What you need to do.
Your reply must contain exactly the lines running from the one with "M 1,442 L 42,507" to the last line of the entries below, both included, and no other lines.

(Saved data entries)
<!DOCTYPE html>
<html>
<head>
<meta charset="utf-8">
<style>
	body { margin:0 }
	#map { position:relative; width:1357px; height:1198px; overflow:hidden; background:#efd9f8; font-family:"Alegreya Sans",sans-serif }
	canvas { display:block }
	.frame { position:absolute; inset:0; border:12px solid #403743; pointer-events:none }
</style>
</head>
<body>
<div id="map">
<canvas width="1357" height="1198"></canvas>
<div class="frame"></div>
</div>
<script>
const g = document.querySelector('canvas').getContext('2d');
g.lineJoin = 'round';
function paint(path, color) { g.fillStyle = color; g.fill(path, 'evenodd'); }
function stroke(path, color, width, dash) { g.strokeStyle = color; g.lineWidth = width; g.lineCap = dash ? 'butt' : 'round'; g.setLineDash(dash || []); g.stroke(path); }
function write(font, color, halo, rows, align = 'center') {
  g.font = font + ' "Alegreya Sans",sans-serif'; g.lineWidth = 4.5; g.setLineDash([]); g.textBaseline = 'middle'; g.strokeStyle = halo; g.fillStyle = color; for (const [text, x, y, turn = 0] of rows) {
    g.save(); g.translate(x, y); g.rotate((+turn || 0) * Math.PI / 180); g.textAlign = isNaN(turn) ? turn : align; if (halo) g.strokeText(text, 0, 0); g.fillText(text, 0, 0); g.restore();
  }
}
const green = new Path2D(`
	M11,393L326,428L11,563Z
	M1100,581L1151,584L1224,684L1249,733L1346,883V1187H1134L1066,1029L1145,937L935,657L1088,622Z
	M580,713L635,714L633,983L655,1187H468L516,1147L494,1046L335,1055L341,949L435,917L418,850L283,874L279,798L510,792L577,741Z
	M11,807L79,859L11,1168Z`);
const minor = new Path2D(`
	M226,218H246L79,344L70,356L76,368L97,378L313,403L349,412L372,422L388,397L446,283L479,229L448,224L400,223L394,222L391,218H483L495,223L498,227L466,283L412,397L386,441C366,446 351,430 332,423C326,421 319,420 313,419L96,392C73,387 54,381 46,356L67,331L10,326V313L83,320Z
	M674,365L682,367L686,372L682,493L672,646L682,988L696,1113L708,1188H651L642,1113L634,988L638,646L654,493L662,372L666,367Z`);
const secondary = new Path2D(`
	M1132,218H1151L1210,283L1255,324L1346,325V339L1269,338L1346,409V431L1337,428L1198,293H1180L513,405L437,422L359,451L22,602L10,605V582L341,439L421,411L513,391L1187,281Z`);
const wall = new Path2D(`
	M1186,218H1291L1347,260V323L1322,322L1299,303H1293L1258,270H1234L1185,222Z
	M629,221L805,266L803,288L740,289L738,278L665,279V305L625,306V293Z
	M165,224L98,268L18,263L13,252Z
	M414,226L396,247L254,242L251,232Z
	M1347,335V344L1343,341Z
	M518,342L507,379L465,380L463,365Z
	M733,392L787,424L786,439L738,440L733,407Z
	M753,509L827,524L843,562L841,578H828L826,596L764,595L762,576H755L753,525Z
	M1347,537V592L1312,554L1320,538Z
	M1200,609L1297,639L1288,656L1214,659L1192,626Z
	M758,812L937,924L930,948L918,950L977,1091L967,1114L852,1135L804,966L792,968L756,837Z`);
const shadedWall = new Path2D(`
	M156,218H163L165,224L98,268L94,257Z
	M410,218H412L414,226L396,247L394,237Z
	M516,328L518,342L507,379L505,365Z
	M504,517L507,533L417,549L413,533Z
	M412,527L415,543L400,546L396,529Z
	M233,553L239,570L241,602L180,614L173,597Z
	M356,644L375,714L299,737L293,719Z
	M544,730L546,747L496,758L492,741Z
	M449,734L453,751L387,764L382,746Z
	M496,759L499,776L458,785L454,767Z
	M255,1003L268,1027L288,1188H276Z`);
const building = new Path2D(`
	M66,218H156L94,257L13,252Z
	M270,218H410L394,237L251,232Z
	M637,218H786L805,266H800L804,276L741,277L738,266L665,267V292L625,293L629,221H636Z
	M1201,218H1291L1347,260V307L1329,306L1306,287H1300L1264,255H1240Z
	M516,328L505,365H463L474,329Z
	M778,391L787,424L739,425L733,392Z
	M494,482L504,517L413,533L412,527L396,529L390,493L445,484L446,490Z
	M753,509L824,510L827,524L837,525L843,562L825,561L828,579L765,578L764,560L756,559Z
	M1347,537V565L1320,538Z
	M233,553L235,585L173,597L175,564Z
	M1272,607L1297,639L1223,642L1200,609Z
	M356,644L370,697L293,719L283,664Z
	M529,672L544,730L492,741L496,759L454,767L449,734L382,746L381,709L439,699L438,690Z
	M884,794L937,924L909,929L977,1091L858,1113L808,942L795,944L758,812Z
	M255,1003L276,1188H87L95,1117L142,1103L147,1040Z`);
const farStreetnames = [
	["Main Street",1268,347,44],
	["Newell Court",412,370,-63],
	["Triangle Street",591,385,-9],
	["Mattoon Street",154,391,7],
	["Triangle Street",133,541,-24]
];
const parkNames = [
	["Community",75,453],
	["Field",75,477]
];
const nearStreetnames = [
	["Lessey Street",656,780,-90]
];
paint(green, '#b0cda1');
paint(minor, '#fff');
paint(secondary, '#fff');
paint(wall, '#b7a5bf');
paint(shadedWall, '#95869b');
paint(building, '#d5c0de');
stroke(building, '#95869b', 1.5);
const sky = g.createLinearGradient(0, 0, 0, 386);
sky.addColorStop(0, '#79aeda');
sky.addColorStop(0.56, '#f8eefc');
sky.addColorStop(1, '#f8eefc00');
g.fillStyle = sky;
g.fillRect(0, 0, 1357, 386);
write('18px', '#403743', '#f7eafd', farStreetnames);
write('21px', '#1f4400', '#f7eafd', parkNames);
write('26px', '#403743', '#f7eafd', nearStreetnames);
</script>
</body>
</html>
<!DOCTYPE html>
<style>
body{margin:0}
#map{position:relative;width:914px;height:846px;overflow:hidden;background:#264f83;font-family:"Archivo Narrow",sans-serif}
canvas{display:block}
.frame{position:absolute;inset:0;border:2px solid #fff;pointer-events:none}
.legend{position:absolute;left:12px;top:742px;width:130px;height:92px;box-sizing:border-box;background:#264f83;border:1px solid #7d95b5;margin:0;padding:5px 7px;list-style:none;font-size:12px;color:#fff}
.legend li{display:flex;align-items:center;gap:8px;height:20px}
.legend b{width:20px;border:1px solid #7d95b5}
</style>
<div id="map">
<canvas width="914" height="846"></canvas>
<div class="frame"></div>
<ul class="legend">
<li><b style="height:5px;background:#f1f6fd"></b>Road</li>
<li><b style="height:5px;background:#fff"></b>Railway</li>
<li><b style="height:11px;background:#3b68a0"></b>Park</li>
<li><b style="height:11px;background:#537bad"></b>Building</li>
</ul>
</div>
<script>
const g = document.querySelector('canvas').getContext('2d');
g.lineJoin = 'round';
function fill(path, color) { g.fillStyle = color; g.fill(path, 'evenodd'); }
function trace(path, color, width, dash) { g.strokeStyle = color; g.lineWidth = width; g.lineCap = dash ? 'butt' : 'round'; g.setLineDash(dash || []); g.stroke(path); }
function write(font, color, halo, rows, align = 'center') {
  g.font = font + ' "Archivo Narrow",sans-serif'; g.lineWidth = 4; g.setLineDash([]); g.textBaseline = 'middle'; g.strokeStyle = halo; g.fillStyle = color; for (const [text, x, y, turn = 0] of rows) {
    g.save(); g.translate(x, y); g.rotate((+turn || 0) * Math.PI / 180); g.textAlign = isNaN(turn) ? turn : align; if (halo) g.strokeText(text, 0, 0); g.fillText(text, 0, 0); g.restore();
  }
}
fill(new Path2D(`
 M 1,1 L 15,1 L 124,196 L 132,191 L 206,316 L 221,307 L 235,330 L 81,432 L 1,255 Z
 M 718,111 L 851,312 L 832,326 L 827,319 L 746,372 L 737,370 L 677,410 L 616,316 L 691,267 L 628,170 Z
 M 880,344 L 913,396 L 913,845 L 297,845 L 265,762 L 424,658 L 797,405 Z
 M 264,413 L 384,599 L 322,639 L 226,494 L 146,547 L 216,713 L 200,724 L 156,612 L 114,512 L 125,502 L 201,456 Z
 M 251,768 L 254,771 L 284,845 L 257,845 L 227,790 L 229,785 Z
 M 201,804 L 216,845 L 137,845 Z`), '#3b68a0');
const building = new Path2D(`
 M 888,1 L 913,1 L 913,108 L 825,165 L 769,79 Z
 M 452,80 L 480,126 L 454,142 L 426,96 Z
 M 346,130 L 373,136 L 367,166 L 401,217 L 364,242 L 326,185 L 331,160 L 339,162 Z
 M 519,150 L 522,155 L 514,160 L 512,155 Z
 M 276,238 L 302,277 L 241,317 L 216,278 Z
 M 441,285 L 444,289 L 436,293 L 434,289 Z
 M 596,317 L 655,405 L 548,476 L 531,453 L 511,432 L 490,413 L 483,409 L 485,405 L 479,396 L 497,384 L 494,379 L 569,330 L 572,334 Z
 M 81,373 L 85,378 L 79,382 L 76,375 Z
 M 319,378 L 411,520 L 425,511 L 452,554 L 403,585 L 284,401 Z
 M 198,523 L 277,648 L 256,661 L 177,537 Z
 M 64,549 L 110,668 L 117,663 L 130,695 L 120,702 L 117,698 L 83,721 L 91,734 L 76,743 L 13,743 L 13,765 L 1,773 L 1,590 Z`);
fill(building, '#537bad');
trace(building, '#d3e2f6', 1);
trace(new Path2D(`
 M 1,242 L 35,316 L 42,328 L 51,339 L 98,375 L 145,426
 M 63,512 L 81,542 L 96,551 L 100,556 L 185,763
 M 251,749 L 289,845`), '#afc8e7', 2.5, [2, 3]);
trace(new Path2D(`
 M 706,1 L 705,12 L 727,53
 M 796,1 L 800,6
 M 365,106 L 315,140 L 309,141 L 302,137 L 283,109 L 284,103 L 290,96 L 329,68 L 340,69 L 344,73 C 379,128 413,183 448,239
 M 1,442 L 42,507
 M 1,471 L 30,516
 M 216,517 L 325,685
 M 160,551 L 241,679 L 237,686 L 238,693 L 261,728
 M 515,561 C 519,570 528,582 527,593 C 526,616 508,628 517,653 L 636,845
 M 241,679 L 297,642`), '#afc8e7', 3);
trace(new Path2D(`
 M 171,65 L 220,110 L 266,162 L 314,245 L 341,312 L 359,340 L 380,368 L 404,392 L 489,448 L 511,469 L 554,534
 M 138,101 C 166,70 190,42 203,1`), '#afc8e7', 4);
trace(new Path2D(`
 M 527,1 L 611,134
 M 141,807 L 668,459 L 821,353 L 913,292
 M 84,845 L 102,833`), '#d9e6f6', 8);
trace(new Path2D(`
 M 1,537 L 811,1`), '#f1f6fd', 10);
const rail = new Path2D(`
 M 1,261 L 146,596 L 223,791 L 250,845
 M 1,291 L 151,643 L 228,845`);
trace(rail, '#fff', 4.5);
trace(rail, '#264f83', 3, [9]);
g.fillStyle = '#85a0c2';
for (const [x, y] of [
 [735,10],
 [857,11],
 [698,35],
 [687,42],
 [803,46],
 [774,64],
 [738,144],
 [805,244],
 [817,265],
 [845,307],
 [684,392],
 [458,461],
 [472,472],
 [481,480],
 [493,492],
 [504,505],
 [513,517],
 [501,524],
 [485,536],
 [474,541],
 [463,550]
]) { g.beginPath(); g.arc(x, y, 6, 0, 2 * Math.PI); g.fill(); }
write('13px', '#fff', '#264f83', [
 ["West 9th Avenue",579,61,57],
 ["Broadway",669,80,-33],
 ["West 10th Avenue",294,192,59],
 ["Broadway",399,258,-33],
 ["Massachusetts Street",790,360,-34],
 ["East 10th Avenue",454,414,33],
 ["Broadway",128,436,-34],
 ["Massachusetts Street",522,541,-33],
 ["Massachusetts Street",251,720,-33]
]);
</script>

Solved problem.
 M 1,442 L 42,507
 M 1,471 L 30,516
 M 216,517 L 325,685
 M 160,551 L 241,679 L 237,686 L 238,693 L 261,728
 M 515,561 C 519,570 528,582 527,593 C 526,616 508,628 517,653 L 636,845
 M 241,679 L 297,642`), '#afc8e7', 3);
trace(new Path2D(`
 M 171,65 L 220,110 L 266,162 L 314,245 L 341,312 L 359,340 L 380,368 L 404,392 L 489,448 L 511,469 L 554,534
 M 138,101 C 166,70 190,42 203,1`), '#afc8e7', 4);
trace(new Path2D(`
 M 527,1 L 611,134
 M 141,807 L 668,459 L 821,353 L 913,292
 M 84,845 L 102,833`), '#d9e6f6', 8);
trace(new Path2D(`
 M 1,537 L 811,1`), '#f1f6fd', 10);
const rail = new Path2D(`
 M 1,261 L 146,596 L 223,791 L 250,845
 M 1,291 L 151,643 L 228,845`);
trace(rail, '#fff', 4.5);
trace(rail, '#264f83', 3, [9]);
g.fillStyle = '#85a0c2';
for (const [x, y] of [
 [735,10],
 [857,11],
 [698,35],
 [687,42],
 [803,46],
 [774,64],
 [738,144],
 [805,244],
 [817,265],
 [845,307],
 [684,392],
 [458,461],
 [472,472],
 [481,480],
 [493,492],
 [504,505],
 [513,517],
 [501,524],
 [485,536],
 [474,541],
 [463,550]
]) { g.beginPath(); g.arc(x, y, 6, 0, 2 * Math.PI); g.fill(); }
write('13px', '#fff', '#264f83', [
 ["West 9th Avenue",579,61,57],
 ["Broadway",669,80,-33],
 ["West 10th Avenue",294,192,59],
 ["Broadway",399,258,-33],
 ["Massachusetts Street",790,360,-34],
 ["East 10th Avenue",454,414,33],
 ["Broadway",128,436,-34],
 ["Massachusetts Street",522,541,-33],
 ["Massachusetts Street",251,720,-33]
]);
</script>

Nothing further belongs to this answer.